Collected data
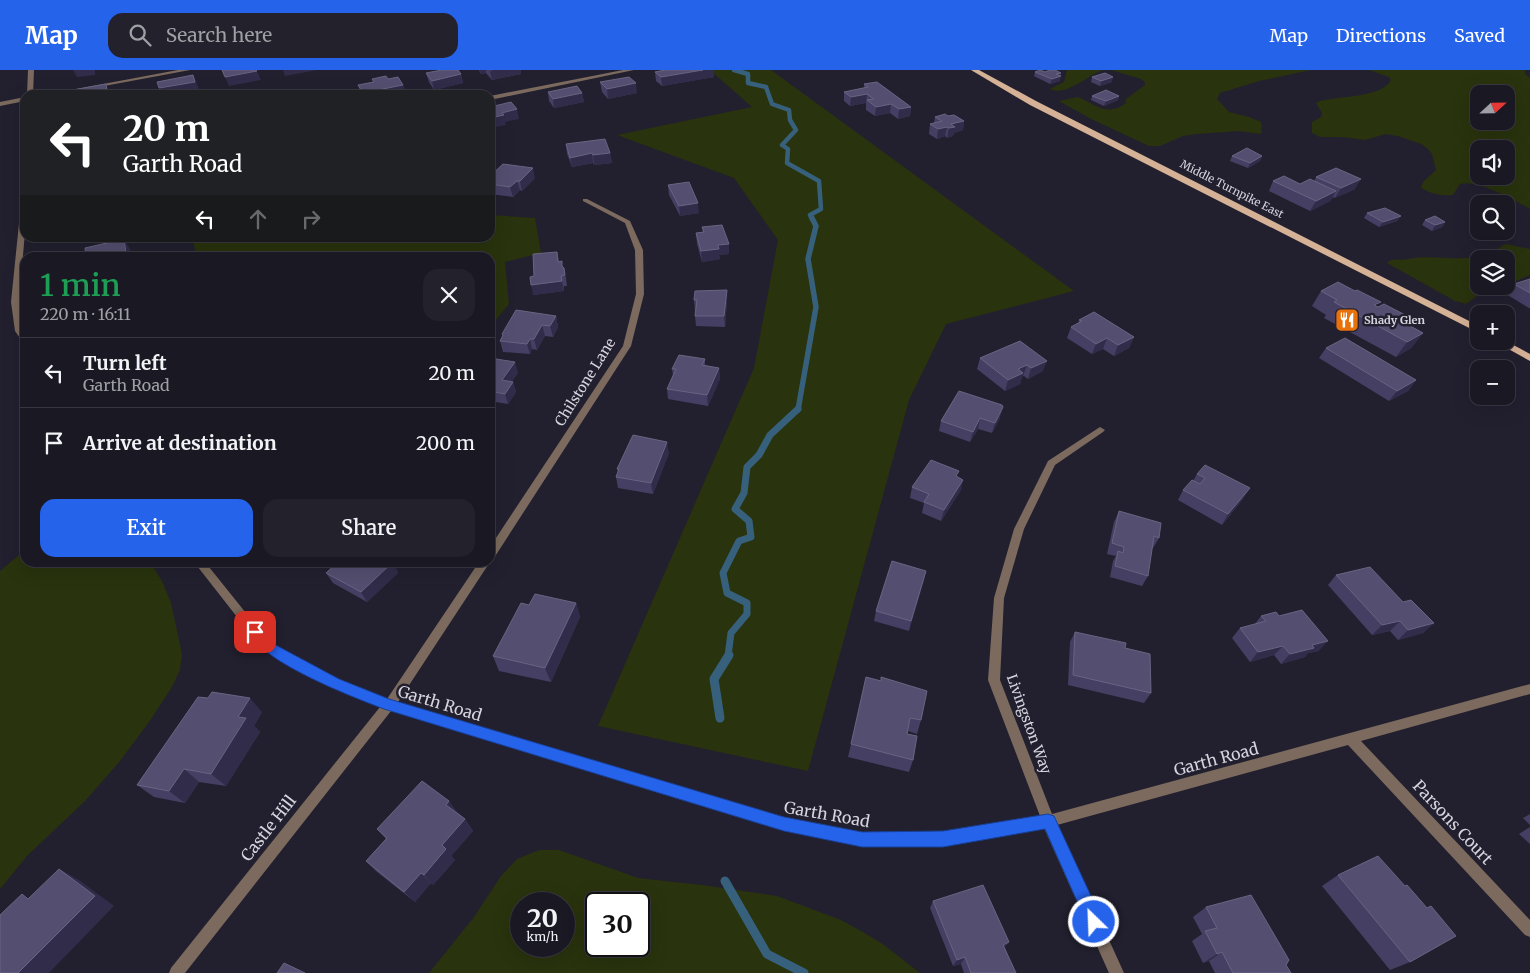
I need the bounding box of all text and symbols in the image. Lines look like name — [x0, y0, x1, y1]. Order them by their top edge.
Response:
search box — [108, 13, 458, 58]
text: Map — [25, 20, 78, 51]
icon: search — [126, 21, 154, 49]
text: Search here — [166, 23, 272, 47]
text: Map — [1270, 24, 1308, 47]
text: Directions — [1336, 24, 1426, 47]
text: Saved — [1454, 24, 1505, 47]
north arrow — [1470, 85, 1515, 130]
map controls — [1470, 85, 1515, 405]
text: 20 m — [123, 107, 210, 151]
icon: left — [40, 110, 105, 175]
button: sound — [1470, 140, 1515, 185]
text: Garth Road — [123, 150, 242, 178]
street label: Middle Turnpike East — [1178, 157, 1287, 222]
button: search — [1470, 195, 1515, 240]
icon: left — [191, 205, 219, 233]
icon: ahead — [244, 205, 272, 233]
icon: right — [297, 205, 325, 233]
button: layers — [1470, 250, 1515, 295]
text: 1 min — [40, 266, 121, 304]
button: close — [423, 269, 475, 321]
text: 220 m · 16:11 — [40, 304, 131, 324]
button: + — [1470, 305, 1515, 350]
restaurant icon: Shady Glen — [1334, 307, 1360, 333]
place label: Shady Glen — [1364, 313, 1425, 327]
street label: Chilstone Lane — [551, 335, 619, 429]
text: Turn left — [83, 351, 167, 375]
icon: left — [40, 359, 68, 387]
button: − — [1470, 360, 1515, 405]
text: 20 m — [428, 361, 475, 385]
text: Garth Road — [83, 375, 170, 395]
icon: arrive — [40, 429, 68, 457]
text: Arrive at destination — [83, 431, 277, 455]
text: 200 m — [416, 431, 475, 455]
button: Exit — [40, 499, 253, 557]
button: Share — [263, 499, 475, 557]
pin — [234, 611, 276, 653]
icon: arrive — [241, 618, 269, 646]
street label: Livingston Way — [1003, 672, 1056, 777]
street label: Garth Road — [396, 681, 485, 725]
street label: Garth Road — [1172, 738, 1261, 780]
street label: Parsons Court — [1409, 776, 1498, 869]
street label: Castle Hill — [236, 791, 300, 865]
street label: Garth Road — [783, 797, 872, 831]
speed limit sign: 30 — [585, 892, 650, 957]
position arrow — [1067, 895, 1119, 947]
text: 20 — [527, 902, 558, 934]
text: km/h — [527, 929, 558, 944]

■ The problem ■
The lines to copy are those above that contain "arrow".

■ Expected answer ■
north arrow — [1470, 85, 1515, 130]
position arrow — [1067, 895, 1119, 947]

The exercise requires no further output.